On Nov. 11, 1844, the very same Mrs. Aliff Henley, 500 miles and 43 years from bondage, was first in line that day at the land office in Delphi, Indiana, where she paid $280 “in full” for 80 acres of farmland in northwestern Howard County, Indiana.
An improbable, yet amazing, journey, for a remarkable woman who Indiana State Archive records show is the first African American to buy land here. Furthermore, research through the Howard County Historical Society, the Kokomo Early History Learning Center, and the Genealogy and Local History department at the Kokomo-Howard County Public Library (KHCPL) has revealed powerful and inspiring details about this matriarch of Howard County.
Though we don’t know precisely when she left North Carolina, she and her family were in Indiana sometime around 1835. Marriage records show Mrs. Henley’s daughter, Lucinda, married the Rev. David Rush in Rush County in 1837. The family ultimately was part of a group of African Americans who migrated from Marion County north to the new Richardville (Howard) County. Also in the group were the pioneers Lewis Clark and John Hardiman. They bought land and began farming around 1844-45 in what would eventually be Ervin and Clay townships, and this cluster of families became the Rush Colored Settlement, some six miles northwest of the county seat of Kokomo.

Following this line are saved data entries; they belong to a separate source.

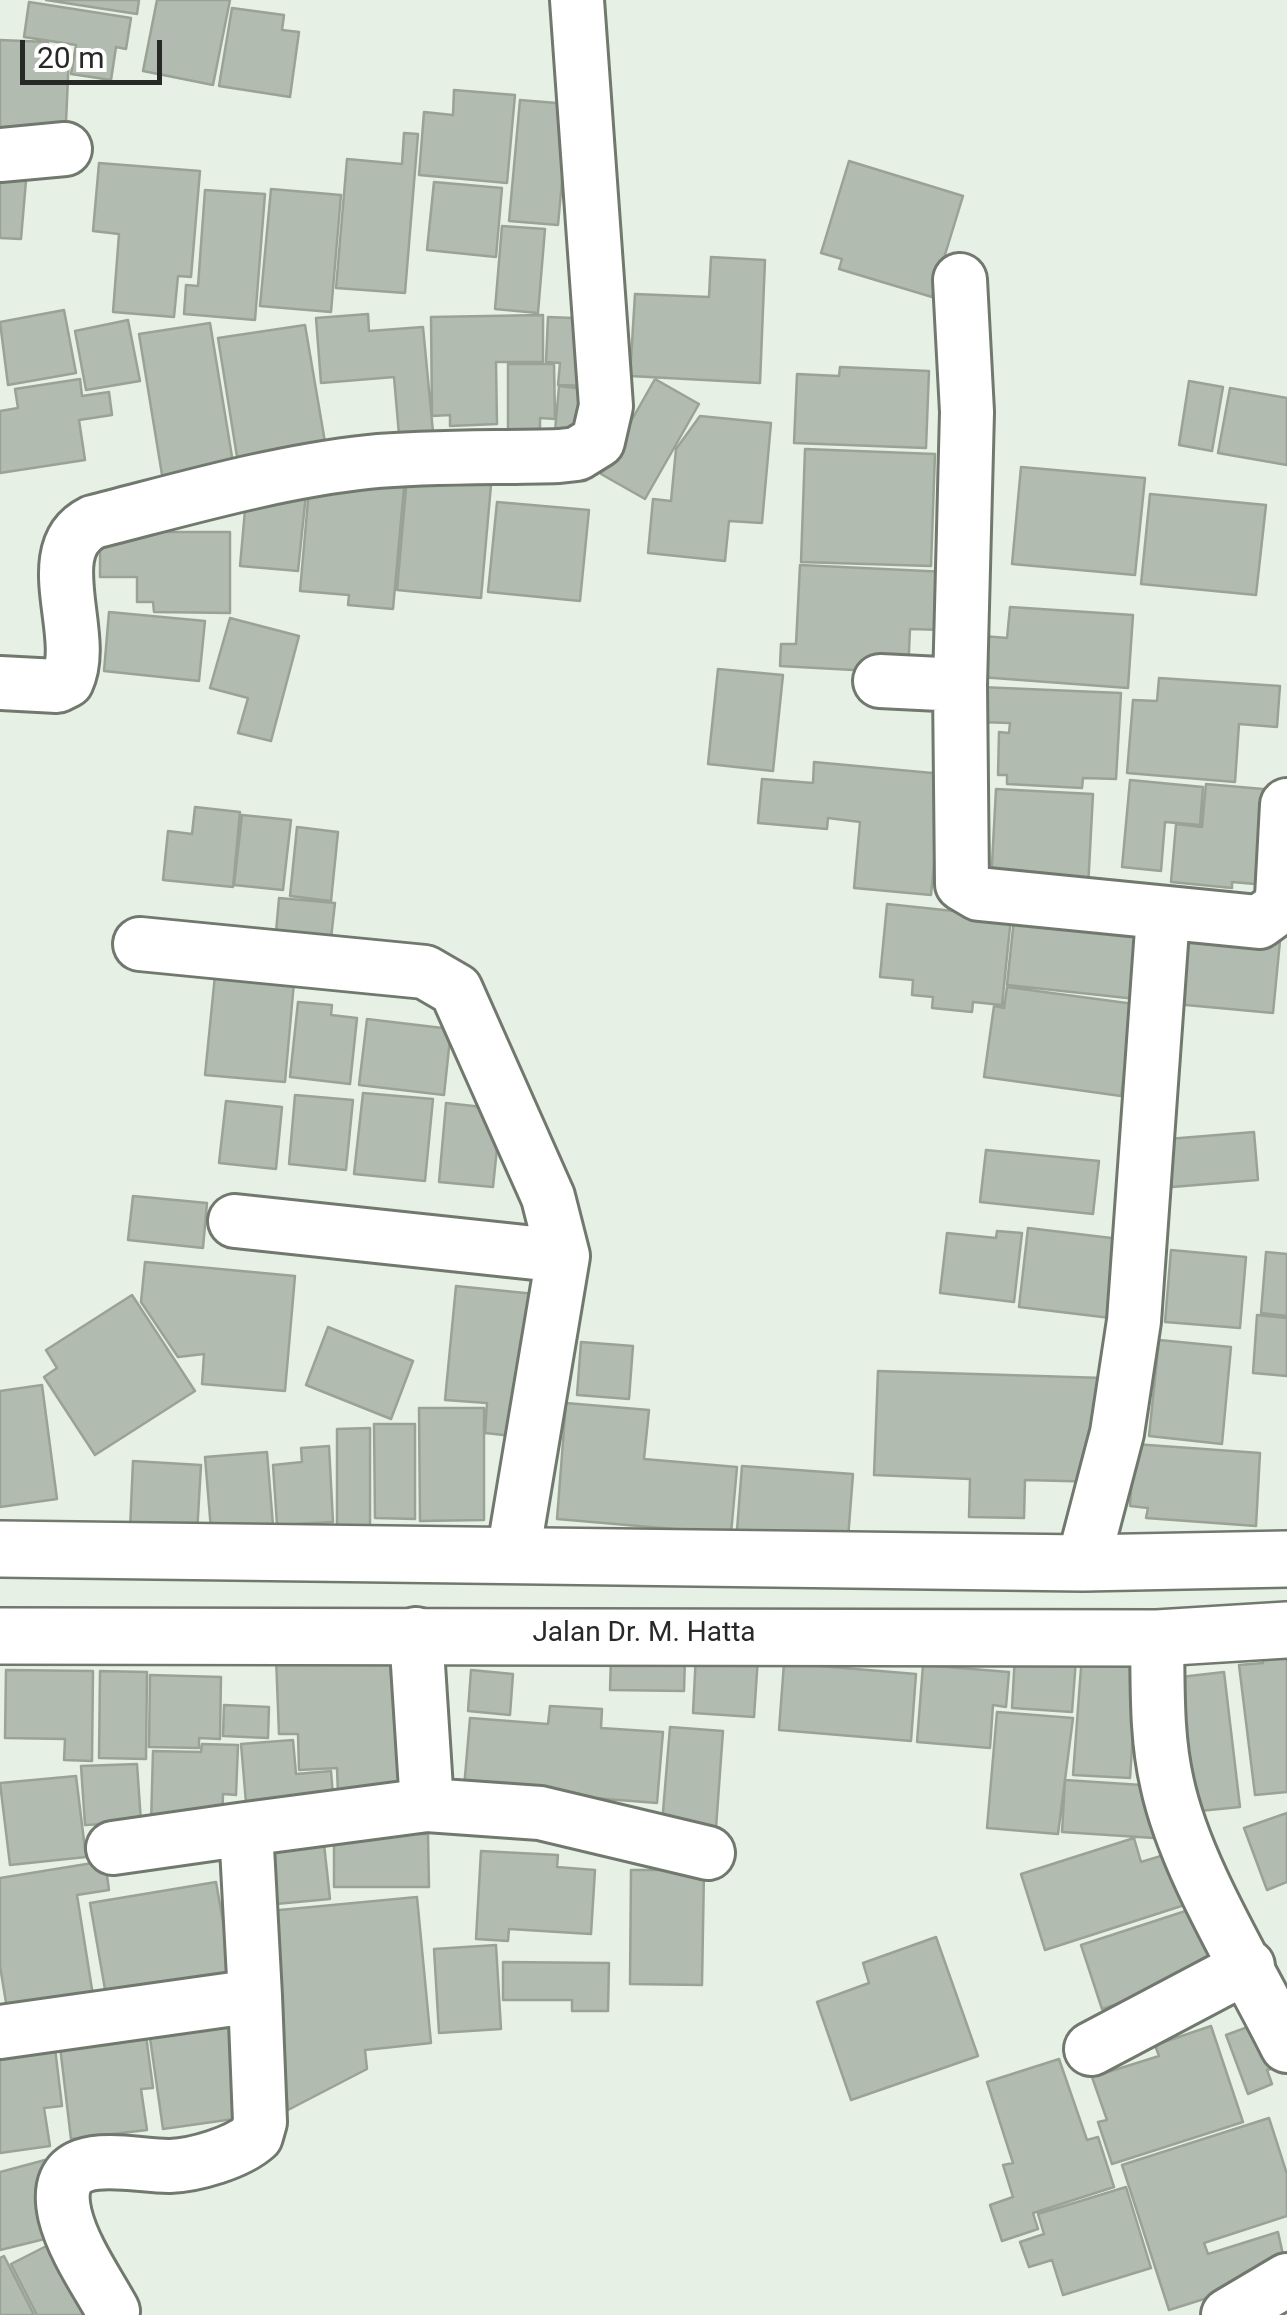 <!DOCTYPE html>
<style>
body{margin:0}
#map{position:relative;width:1287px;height:2315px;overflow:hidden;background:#e7f0e4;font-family:Roboto,sans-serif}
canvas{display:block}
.scale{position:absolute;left:20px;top:40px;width:142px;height:45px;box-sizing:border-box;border:5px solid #262925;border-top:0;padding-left:12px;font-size:30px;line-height:35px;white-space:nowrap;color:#262925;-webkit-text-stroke:8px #fff;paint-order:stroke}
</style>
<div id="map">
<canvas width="1287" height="2315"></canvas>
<div class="scale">20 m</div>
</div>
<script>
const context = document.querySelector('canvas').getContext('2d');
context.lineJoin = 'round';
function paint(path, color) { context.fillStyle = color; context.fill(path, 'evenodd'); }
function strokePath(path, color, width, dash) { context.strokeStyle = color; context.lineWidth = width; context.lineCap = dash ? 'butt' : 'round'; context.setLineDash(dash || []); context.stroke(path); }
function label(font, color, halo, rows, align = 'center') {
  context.font = font + ' Roboto,sans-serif'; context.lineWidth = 8; context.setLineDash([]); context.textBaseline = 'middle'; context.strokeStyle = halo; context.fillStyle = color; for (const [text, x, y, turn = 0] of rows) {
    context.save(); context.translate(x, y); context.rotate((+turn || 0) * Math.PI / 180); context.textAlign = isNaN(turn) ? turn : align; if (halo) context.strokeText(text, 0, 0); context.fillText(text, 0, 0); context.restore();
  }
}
const building = new Path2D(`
 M46,0h93l-2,14z
 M157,0h73l-17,85 -70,-14z
 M29,2l102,16 -5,31 -10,-2 -5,33 -40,-6 5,-29 -52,-8z
 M232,8l52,7 -2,15 17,2 -9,65 -71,-11z
 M0,40l48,2v12l21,1 -4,90 -65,-3z
 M454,90l61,5 -8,88 -88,-8 5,-63 29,3z
 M520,100l49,4 -11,121 -49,-4z
 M404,133l14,1 -13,159 -69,-5 11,-129 55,5z
 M849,161l114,35 -31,101 -93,-28 3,-10 -21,-6z
 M99,163l101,8 -9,106 -13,-1 -4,41 -61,-5 6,-78 -26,-3z
 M0,167l27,2 -6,70 -21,-1z
 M434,182l68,6 -6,69 -69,-7z
 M271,189l70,6 -10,117 -71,-6z
 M205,190l60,4 -10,126 -71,-6 2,-29 12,1z
 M502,226l43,3 -7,84 -43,-4z
 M711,257l54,3 -5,123 -130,-7 5,-82 74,3z
 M64,310l12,63 -68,12 -8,-63z
 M368,314l1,17 54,-4 10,105 -34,3 -5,-58 -73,6 -5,-65z
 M543,315v47h-47l1,62 -47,2v-11l-18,1 -1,-99z
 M548,317l50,2 -3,67 -37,-1 2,-22 -14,-1z
 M128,320l12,61 -54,9 -11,-59z
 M210,323l25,152 -71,12 -25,-153z
 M305,325l21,123 -88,15 -20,-125z
 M508,364h46l1,55 -15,-1v17h-32z
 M840,367l89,4 -3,77 -132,-5 3,-69 42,2z
 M80,379l2,17 27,-4 3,23 -33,5 6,40 -85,13v-62l18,-3 -3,-19z
 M655,379l44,25 -54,95 -44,-25z
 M1189,381l34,6 -11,64 -33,-6z
 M559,386l43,5 -4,44 -43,-4z
 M1230,388l57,10v67l-69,-12z
 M700,416l71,7 -9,100 -33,-2 -4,40 -77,-8 5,-54 18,2 5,-52z
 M805,449l130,5 -4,112 -130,-4z
 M1021,467l124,11 -10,97 -123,-11z
 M407,477l84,8 -10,113 -84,-8z
 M310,478l94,9 -11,122 -45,-4 1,-10 -49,-4z
 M247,488l59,6 -8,77 -58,-5z
 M1150,494l116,11 -10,90 -115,-11z
 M497,502l92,8 -9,91 -92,-9z
 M100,532h130v81l-76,-1 -1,-10h-16v-25h-37z
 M800,565l147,7 -3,58 -34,-1 -2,44 -128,-7 1,-22h15z
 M1010,607l123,8 -5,73 -148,-11 3,-41 24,2z
 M109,612l96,9 -6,60 -95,-10z
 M230,618l69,18 -28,105 -33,-8 10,-35 -38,-10z
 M718,669l65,6 -10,96 -65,-7z
 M1159,678l121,8 -3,41 -38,-3 -4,58 -108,-9 6,-73 24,1z
 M980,687l141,6 -5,86 -33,-1 -1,10 -75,-4v-9h-9l1,-43 10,1 1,-10 -32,-1z
 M814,762l129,12 -12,121 -77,-7 6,-66 -32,-4 -1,11 -69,-6 4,-44 51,4z
 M1130,780l73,7 -3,38 -35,-3 -4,49 -39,-4z
 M1206,784l57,5 -8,95 -23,-2v6l-61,-6 5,-58 26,3z
 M996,789l97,5 -5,94 -97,-6z
 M195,807l45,5 -7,75 -70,-7 5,-49 24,3z
 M242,815l49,5 -8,70 -49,-5z
 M297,827l41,5 -7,69 -41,-5z
 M279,898l56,5 -4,35 -55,-6z
 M887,904l124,13 -9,88 -29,-3 -1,10 -40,-4 1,-11 -21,-2 1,-15 -33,-3z
 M1014,919l130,14 -8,66 -129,-14z
 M1190,931l90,10 -7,72 -98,-9 4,-46 8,1z
 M215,975l79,7 -9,100 -80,-7z
 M1007,987l127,17 -13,92 -137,-19 10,-71 10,2z
 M298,1002l34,3 -1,10 26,3 -7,66 -60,-7z
 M367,1019l84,10 -7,66 -85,-10z
 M363,1093l70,6 -8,82 -71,-7z
 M295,1095l58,5 -7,70 -57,-6z
 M226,1101l56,6 -6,62 -57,-6z
 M446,1103l55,6 -8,78 -54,-5z
 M1254,1132l4,48 -86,7 -4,-48z
 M986,1150l113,11 -6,53 -113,-12z
 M133,1196l74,7 -4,45 -75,-8z
 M1028,1228l100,12 -9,79 -100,-12z
 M997,1231l25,2 -8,69 -74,-9 7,-60 49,5z
 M1171,1250l75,7 -6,71 -75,-6z
 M1266,1252l21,2v62l-26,-3z
 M145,1262l150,14 -10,115 -83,-7 2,-30 -26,3 -37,-55z
 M456,1286l79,8 -13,143 -37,-4 2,-30 -42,-3z
 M132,1295l63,96 -100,64 -51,-78 13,-9 -11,-18z
 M1257,1315l30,3v58l-34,-3z
 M328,1327l85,34 -22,58 -85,-34z
 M1159,1340l72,7 -9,97 -73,-8z
 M581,1342l52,4 -4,53 -52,-4z
 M878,1371l226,7 -4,104 -75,-2 -1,38 -55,-1 1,-38 -96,-4z
 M42,1385l15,114 -57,8v-116z
 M566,1403l83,7 -5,49 93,8 -6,67 -174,-15z
 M419,1408h65v112l-64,1z
 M374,1424h41v95l-40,-1z
 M370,1428v103l-33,1v-103z
 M1134,1444l126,9 -4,73 -110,-8 2,-10 -18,-2z
 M329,1446l4,76 -56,3 -4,-60 29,-3 -1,-14z
 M267,1452l6,73 -62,5 -6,-73z
 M133,1461l68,4 -4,69 -67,-4z
 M742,1466l111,8 -5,65 -111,-9z
 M1287,1646v146l-32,3 -16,-130 24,-2 -2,-14z
 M408,1653l6,139 -76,2 -1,-26 -38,2 -1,-36h-19l-3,-77z
 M696,1653l62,4 -4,60 -61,-4z
 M1015,1655l61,4 -4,53 -60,-4z
 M1082,1655l56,4 -8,119 -57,-3z
 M611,1656l74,1 -1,34 -74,-1z
 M784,1663l132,11 -5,67 -132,-11z
 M923,1665l86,7 -3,35 -13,-2 -3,43 -73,-6z
 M6,1670l87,1 -1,90 -28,-1 1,-21 -60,-1z
 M471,1670l42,4 -3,41 -42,-4z
 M100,1671l47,1 -1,87 -47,-1z
 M1224,1672l16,135 -61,6 -16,-134z
 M150,1675l71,2 -1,62 -21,-1v10l-50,-1z
 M224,1705l45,2 -1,31 -45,-2z
 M550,1706l52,3 -1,19 62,4 -6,71 -193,-15 6,-70 78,6z
 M997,1712l76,6 -15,116 -71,-6z
 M670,1727l53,4 -7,97 -54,-4z
 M293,1740l3,34 35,-3 3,37 -87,7 -6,-71z
 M202,1744l36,1 -2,50 -13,-1 -1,32 -71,-2 2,-73 48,1z
 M137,1764l4,58 -56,3 -4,-59z
 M76,1776l10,81 -76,8 -10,-82z
 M1065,1780l92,6 -3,52 -92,-6z
 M1287,1813v69l-20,8 -23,-62z
 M334,1834h94l1,53h-95z
 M1134,1838l7,24 43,-13 16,51 -155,50 -24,-76z
 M324,1844l6,55 -65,6 -5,-55z
 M481,1851l77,4 -1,12 38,3 -4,64 -82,-5 -1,12 -32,-2z
 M105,1861l4,29 -32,5 17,107 -86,13 -8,-49v-88z
 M631,1870h73l-2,115 -72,-1z
 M216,1882l9,51 18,-4 8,47 -144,25 -17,-98z
 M417,1897l14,146 -66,7 2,19 -79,41 -19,-199z
 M1207,1904l21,64 -126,41 -21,-64z
 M936,1937l42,119 -127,44 -34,-98 52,-19 -6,-20z
 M496,1945l5,84 -62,4 -5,-84z
 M503,1962l106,1 -1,48h-36v-11h-69z
 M233,2012l15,105 -85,12 -15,-105z
 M1264,2021l11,47 -8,2 5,14 -24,10 -22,-59z
 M1211,2026l32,96 -131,42 -14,-42 9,-2 -15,-43 67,-21 -4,-11z
 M145,2028l8,60 -12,1 6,41 -76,9 -12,-101z
 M54,2040l8,66 -18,2 6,38 -50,7v-106z
 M1059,2059l28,81 11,-3 16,50 -81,26 5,16 -36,12 -12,-36 23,-8 -10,-32 10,-2 -26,-81z
 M1269,2118l18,56v42l-83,27 4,11 70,-22 9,41 -118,37 -47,-145z
 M45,2160l20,74 -65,16v-78z
 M1126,2187l25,81 -88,27 -11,-35 -23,7 -9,-25 24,-8 -6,-20z
 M68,2235l40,80h-71l-26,-51z
 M4,2256l30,59h-34v-57z`);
const minor = new Path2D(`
 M0,155l65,-6
 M960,280l7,132 -7,273 2,199 17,10 280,28 18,-13 5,-12 5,-92
 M880,681l80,4
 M0,683l57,3 10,-5c22,-46 -30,-131 26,-159 91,-23 182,-50 275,-60 63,-6 128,-4 191,-6l18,-2 21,-13 8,-35 -29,-406
 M140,944l285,28 31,18 92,207 15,59 -50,299
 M235,1221l328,35
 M1083,1563l34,-130 17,-112 29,-406
 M1157,1638c1,48 -1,97 10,145 18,85 81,184 120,263
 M427,1805l113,8 168,40
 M113,1848l133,-19
 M0,2032l255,-36 -9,-167 181,-24 -11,-171
 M1091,2049l157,-83
 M113,2311c-16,-29 -40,-63 -48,-96 -17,-75 66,-48 105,-49 25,-1 67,-13 86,-30l4,-14 -5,-126
 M1228,2315l59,-35`);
const secondary = new Path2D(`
 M0,1549l1083,14 204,-4
 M0,1636l1157,2 130,-8`);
const streetNames = [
 ["Jalan Dr. M. Hatta",644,1634]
];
paint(building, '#b2bbaf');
strokePath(building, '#9aa296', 2.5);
strokePath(minor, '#71796e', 58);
strokePath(secondary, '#71796e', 60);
strokePath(minor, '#fff', 52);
strokePath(secondary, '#fff', 55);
label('28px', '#262925', '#fff', streetNames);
</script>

A brief published history says the settlement was named for the Rev. Rush, who led the church there. Archival accounts say the Rush and the later Bassett Colored settlements each had a school and they shared a Baptist church. Rush also served over the Methodist church and a cemetery. There we find “Alief Henley,” whose striking gravestone contains the following inscription: Wife of Samuel Henley. Died Oct. 3, 1861. Aged One Hundred and Ten Years.
Mysteries remain in Mrs. Henley’s story. An apparent marriage to Samuel is undocumented beyond her tombstone. Also, Alief spelled with an “e” has confused researchers for at least 150 years. Archivists attempting to sync the name with other records then and now apparently couldn’t decide if it was a man or a woman. The name Alif Henly appears twice in an early county history book, though amazingly not with the descriptions of “Colored” people, churches or schools. First reference is among a list of early settlers, all white men, and Alif Henly. It’s impressive that the name was recalled and recorded (with the white guys, no less!). That someone at least remembered her suggests she was notable in meaningful ways.
Like other Indiana pioneers, they came to buy land and help build a community. As the small settlement grew, the Rev. Rush and Case Henley (the same son liberated with his mother in 1801) are two of the individuals entrusted on an 1851 deed to ensure three-quarters of an acre of land in Ervin Township would be used to “Erect or cause to be Built thereon a house or place of Worship,” which would be the first African Methodist Episcopal Church – and precursor to today’s Wayman Chapel A.M.E. The grantor of land was Mrs. Henley, making the start of the A.M.E. church part of her legacy to Howard County.
She was a woman liberated from slavery in Virginia and North Carolina, who couldn’t read or write, who bought and paid for 80 acres of land with cash money on Nov. 11, 1844 -- the earliest date we’ve found of an African American in Howard County, Indiana. But how old was she then? A more plausible interpretation of slave records and census schedules presumes her birth to be around 1765, making her closer to 95 or 96 when she died. Mrs. Aliff Henley’s life is a tribute to the enduring human spirit and perseverance spanning an epoch of American history.
What better symbol to her memory than the decoration on her tombstone -- a rose in full bloom.